Just the other day, I cramped so bad at the shin donning a pair of Aldo heels and I could have sworn I was passing gas intermittently but people were complimenting my look so much I continued to force a smile. I left the shoes on ignoring the fact that the entire nerve system in my legs was screaming for help. Though I have been wearing heels for the past 15 years, the doctor says I present symptoms of foot arthritis and any further strain portends grave consequences; meanwhile I haven’t even hit middle age. How am I to survive now without my heels? How? The thought of me in ballet flats and flip flops is simply unimaginable!

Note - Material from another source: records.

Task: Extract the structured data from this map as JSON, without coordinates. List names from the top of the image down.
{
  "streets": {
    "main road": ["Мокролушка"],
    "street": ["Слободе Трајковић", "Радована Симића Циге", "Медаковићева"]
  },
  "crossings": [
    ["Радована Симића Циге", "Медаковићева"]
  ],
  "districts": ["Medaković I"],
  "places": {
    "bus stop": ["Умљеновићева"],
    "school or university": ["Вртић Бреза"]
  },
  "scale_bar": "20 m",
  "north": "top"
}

With an exotic total of 302 pairs of shoes— Louboutins, Aldos, Ferragamos, Manolos, Choos among a host of faux, I sit here with my bandaged feet, staring longingly with mixed feeling at my collections. I can’t wear them neither do I intend to give them out.  My boyfriend wants me to donate them to charity and seek help. How dare he blaspheme against my shoes and insinuate I’m an addict? Apparently, he doesn’t know that one pair of my Louboutins can pay his peanut of a salary. Anyway I have changed the locks; I hope he catches a hint when next he comes visiting his ex-girlfriend.  I guess it’s back to flip flops after all.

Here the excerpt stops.